Exercise goal:
From the entries below, copy every line that holds the word "structured".

Material provided:
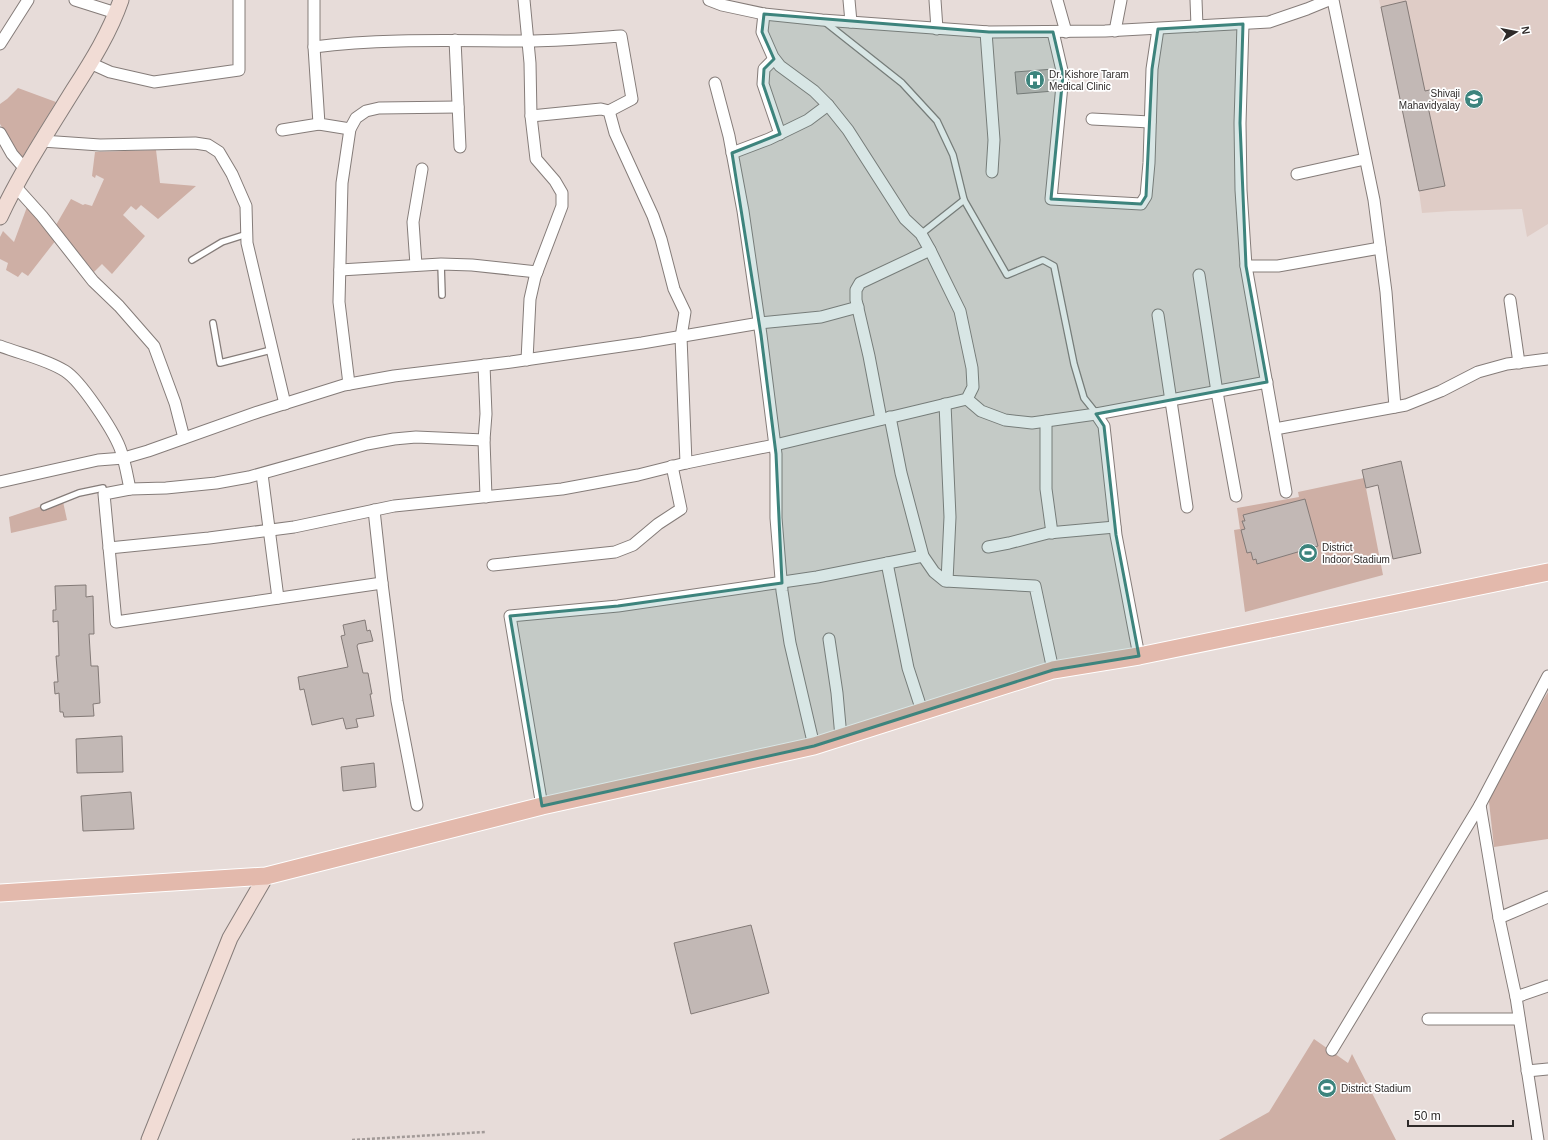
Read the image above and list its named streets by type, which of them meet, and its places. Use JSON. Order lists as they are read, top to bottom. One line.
{"places":{"hospital":["Dr. Kishore Taram Medical Clinic"],"school or university":["Shivaji Mahavidyalay"],"sports":["District Indoor Stadium","District Stadium"]},"scale_bar":"50 m","north":"right"}
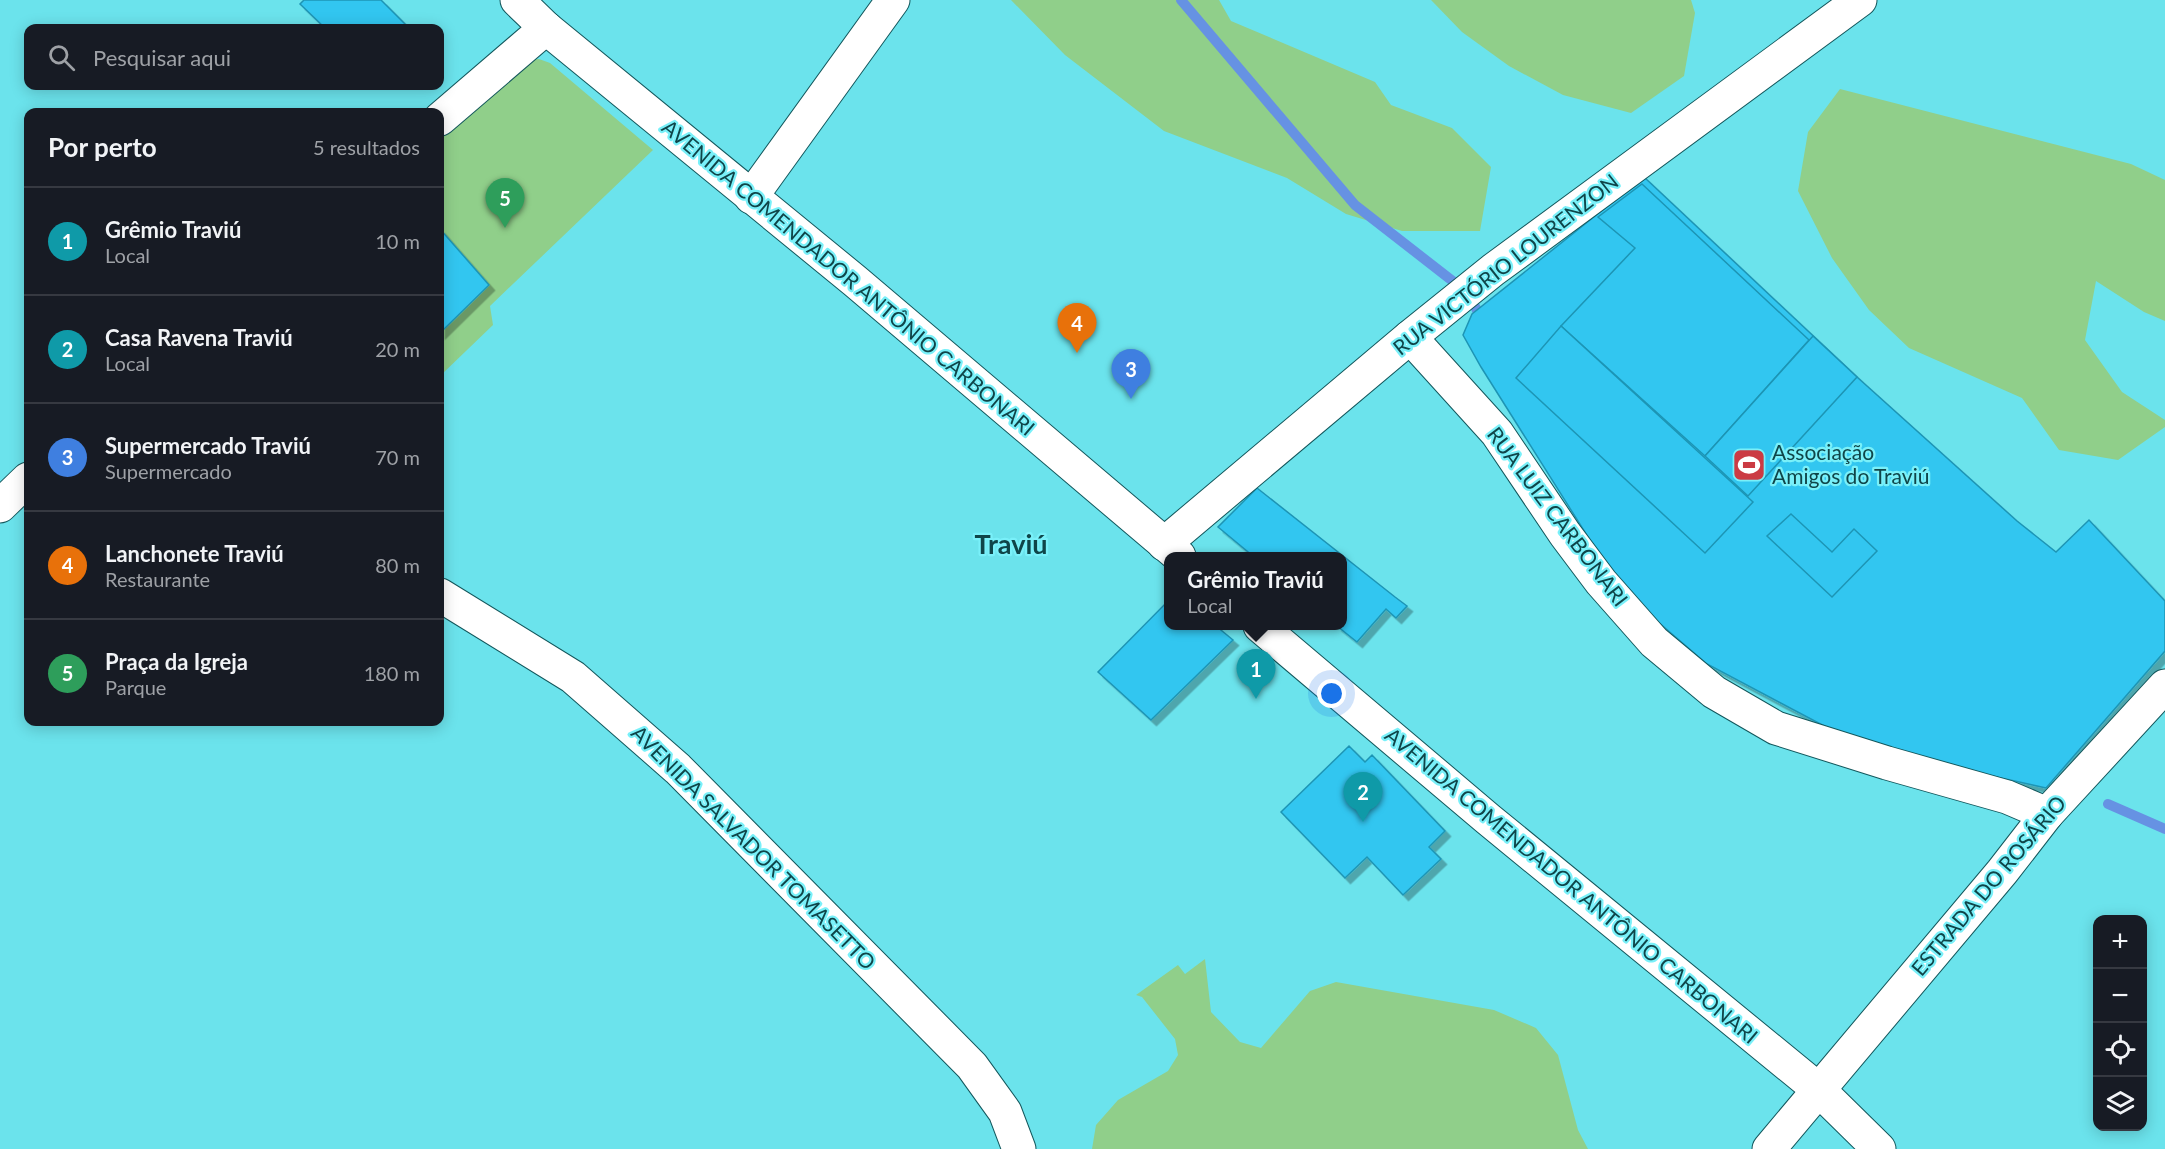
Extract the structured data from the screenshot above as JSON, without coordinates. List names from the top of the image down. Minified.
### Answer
{"streets":{"street":["RUA VICTÓRIO LOURENZON","AVENIDA COMENDADOR ANTÔNIO CARBONARI","RUA LUIZ CARBONARI","AVENIDA SALVADOR TOMASETTO","ESTRADA DO ROSÁRIO"]},"crossings":[["RUA VICTÓRIO LOURENZON","AVENIDA COMENDADOR ANTÔNIO CARBONARI"],["RUA VICTÓRIO LOURENZON","RUA LUIZ CARBONARI"],["AVENIDA COMENDADOR ANTÔNIO CARBONARI","ESTRADA DO ROSÁRIO"],["RUA LUIZ CARBONARI","ESTRADA DO ROSÁRIO"]],"districts":["Traviú"],"places":{"sports":["Associação Amigos do Traviú"]},"page":{"search":"Pesquisar aqui","heading":["Por perto","5 resultados"],"pins":["5","4","3","1","2"],"list":[{"mark":"1","name":"Grêmio Traviú","note":"Local","value":"10 m"},{"mark":"2","name":"Casa Ravena Traviú","note":"Local","value":"20 m"},{"mark":"3","name":"Supermercado Traviú","note":"Supermercado","value":"70 m"},{"mark":"4","name":"Lanchonete Traviú","note":"Restaurante","value":"80 m"},{"mark":"5","name":"Praça da Igreja","note":"Parque","value":"180 m"}],"popup":["Grêmio Traviú","Local"],"map_buttons":["+","−"]}}
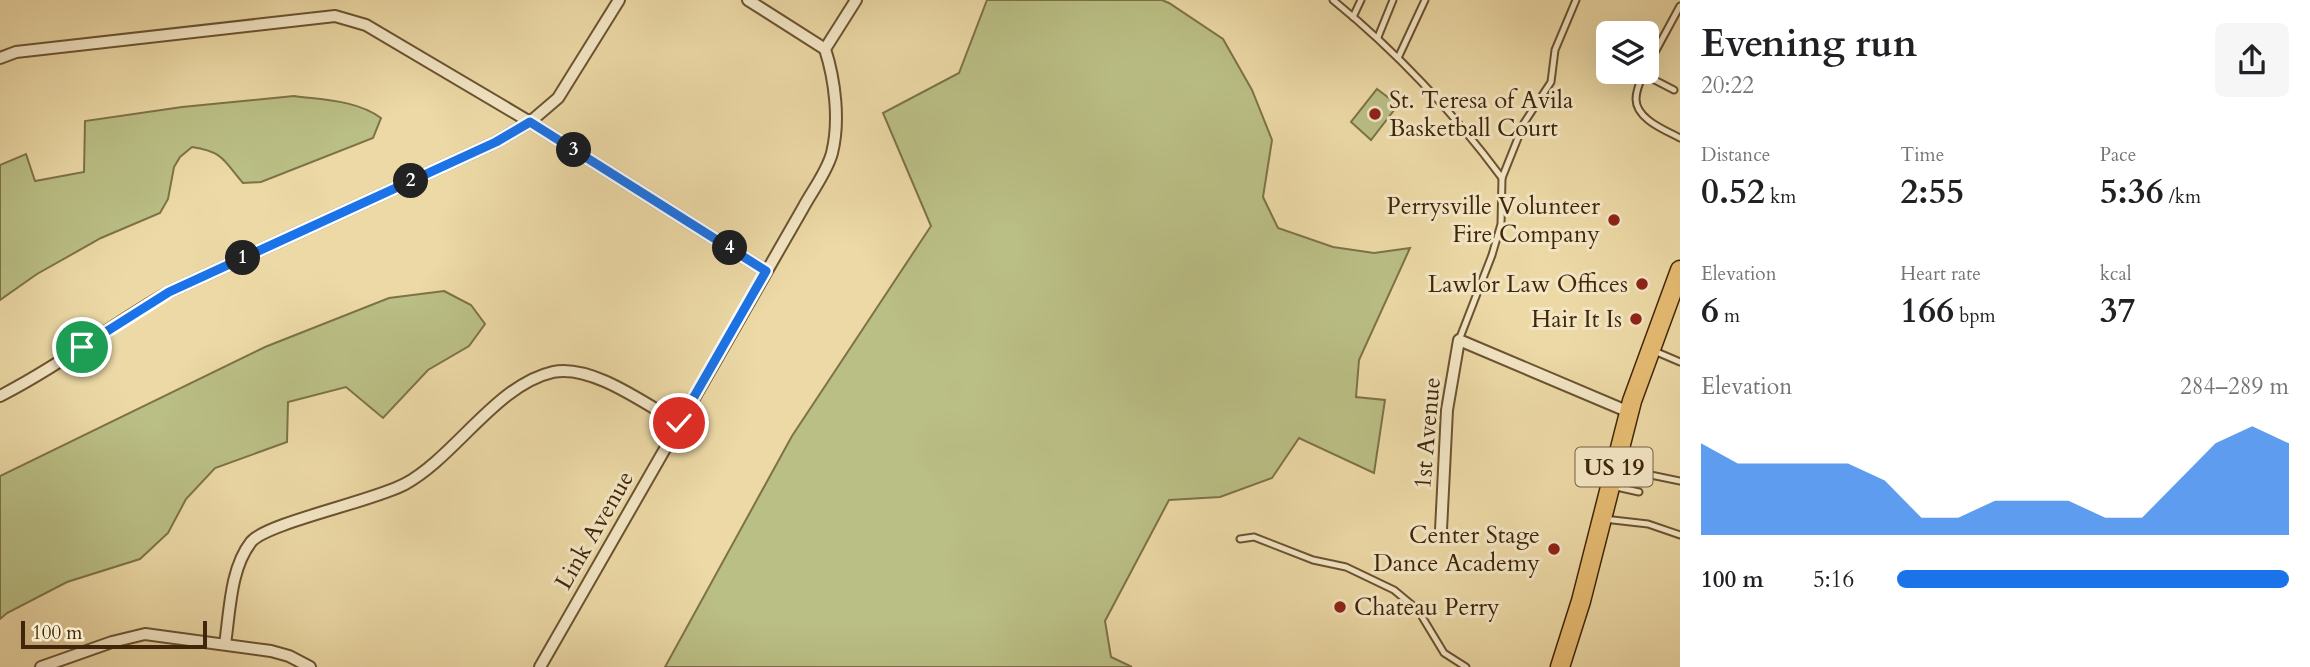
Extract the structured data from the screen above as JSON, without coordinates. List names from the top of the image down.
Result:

Task response:
Extract the structured data from the screenshot above as JSON, without coordinates. List names from the top of the image down. Minified.
Extract the structured data from the screen above as JSON, without coordinates. List names from the top of the image down.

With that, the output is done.